[[ Records for processing, beginning ]]
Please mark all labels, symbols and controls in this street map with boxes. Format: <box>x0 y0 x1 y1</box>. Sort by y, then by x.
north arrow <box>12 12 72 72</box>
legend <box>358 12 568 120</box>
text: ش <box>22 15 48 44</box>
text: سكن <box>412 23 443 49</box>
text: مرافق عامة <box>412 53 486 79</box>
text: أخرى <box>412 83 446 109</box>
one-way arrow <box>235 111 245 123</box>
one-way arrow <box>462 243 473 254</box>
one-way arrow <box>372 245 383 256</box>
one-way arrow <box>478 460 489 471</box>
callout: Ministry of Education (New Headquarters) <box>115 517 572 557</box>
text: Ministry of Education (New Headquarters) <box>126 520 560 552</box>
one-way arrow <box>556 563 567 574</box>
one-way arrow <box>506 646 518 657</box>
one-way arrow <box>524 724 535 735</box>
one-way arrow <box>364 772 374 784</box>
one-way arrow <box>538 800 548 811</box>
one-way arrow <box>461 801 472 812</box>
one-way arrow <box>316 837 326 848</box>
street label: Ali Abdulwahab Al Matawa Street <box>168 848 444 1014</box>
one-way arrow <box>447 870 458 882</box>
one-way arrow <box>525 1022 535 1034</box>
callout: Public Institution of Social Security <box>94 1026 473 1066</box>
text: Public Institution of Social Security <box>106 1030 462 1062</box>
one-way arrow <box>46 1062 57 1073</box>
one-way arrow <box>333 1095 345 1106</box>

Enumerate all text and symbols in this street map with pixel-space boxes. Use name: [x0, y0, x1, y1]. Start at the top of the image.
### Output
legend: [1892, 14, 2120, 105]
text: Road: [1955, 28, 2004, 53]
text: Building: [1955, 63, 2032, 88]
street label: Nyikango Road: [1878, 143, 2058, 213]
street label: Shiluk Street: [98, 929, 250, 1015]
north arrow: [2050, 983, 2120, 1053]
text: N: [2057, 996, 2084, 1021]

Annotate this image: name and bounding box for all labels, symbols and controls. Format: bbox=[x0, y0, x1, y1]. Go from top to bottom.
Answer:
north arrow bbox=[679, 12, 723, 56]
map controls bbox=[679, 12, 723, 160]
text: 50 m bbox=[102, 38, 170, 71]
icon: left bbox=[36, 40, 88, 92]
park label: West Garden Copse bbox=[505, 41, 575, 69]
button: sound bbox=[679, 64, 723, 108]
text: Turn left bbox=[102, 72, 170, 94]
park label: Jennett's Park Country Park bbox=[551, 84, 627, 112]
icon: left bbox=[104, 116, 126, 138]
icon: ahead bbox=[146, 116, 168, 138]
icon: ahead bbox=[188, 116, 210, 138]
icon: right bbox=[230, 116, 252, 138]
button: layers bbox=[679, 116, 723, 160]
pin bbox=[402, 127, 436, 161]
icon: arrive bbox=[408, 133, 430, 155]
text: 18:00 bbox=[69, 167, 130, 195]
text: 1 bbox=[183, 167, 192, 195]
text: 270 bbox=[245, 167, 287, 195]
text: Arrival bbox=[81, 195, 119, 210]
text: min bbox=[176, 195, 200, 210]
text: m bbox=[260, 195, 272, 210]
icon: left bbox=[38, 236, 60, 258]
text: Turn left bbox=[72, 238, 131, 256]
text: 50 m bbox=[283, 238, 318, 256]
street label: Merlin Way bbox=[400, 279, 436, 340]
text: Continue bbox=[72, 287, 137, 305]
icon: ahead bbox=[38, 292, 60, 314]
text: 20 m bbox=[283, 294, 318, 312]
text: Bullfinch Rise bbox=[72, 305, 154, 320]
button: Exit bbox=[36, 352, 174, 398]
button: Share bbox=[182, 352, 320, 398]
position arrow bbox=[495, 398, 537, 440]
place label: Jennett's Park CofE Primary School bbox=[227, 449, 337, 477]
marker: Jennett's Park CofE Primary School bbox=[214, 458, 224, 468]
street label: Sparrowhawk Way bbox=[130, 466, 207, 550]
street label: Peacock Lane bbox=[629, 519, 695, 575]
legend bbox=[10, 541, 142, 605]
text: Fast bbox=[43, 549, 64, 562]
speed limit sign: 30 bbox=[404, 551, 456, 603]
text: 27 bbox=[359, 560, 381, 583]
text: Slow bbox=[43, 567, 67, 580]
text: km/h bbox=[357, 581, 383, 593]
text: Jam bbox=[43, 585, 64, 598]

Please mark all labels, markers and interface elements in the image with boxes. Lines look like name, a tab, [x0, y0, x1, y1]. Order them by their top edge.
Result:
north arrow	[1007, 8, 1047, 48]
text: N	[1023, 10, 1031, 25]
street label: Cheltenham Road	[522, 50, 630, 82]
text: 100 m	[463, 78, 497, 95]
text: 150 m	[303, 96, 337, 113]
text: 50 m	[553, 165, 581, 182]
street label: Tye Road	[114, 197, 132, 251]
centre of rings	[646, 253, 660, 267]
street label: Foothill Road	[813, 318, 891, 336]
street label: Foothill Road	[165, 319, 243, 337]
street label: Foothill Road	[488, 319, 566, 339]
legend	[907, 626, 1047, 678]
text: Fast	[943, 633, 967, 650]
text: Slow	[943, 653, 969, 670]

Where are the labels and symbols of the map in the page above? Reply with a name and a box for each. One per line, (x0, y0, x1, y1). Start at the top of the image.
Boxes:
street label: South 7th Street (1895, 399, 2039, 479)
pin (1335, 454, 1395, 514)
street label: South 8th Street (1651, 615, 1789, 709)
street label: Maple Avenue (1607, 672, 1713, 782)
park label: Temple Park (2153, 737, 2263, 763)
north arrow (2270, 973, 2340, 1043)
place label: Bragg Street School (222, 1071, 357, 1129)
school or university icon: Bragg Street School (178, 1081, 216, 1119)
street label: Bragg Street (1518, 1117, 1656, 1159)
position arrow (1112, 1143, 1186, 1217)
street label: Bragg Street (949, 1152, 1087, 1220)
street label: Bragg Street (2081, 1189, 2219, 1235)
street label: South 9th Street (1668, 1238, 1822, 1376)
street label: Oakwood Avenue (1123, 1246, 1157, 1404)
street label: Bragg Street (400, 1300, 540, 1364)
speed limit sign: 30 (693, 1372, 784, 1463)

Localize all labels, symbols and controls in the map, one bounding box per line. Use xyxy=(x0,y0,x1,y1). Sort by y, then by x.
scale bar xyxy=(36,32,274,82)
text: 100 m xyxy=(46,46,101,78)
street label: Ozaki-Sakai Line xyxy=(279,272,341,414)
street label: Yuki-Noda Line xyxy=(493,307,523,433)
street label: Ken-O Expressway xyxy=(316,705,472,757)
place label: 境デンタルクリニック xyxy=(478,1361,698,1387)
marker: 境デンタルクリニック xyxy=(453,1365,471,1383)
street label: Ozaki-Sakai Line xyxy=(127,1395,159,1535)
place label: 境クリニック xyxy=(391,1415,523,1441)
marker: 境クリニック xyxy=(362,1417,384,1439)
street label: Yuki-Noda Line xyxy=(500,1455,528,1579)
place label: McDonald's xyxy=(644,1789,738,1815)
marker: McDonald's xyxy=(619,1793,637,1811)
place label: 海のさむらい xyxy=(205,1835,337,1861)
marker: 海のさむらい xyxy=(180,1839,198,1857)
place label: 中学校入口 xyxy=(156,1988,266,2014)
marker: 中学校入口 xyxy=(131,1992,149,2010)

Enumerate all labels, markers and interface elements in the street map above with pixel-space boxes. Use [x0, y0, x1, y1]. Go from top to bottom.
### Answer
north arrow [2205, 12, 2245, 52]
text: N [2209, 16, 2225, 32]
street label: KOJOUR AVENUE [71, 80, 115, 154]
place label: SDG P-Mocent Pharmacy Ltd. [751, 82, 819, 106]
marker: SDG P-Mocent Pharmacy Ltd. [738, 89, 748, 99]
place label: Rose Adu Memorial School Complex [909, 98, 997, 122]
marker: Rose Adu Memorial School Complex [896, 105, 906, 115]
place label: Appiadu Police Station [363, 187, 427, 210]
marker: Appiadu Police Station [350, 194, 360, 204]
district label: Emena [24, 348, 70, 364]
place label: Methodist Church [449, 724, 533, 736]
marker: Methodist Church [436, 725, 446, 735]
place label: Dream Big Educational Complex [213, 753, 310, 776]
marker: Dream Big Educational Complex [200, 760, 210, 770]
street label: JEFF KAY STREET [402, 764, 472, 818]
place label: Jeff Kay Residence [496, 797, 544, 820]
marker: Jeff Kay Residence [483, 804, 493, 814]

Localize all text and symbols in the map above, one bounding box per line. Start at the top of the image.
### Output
[[ Records for processing, end ]]
__Prompt__
Taking the records above as a whole, work out how many of their lines hold the word "interface". The reply should be that number alone.

__Response to this exercise__
2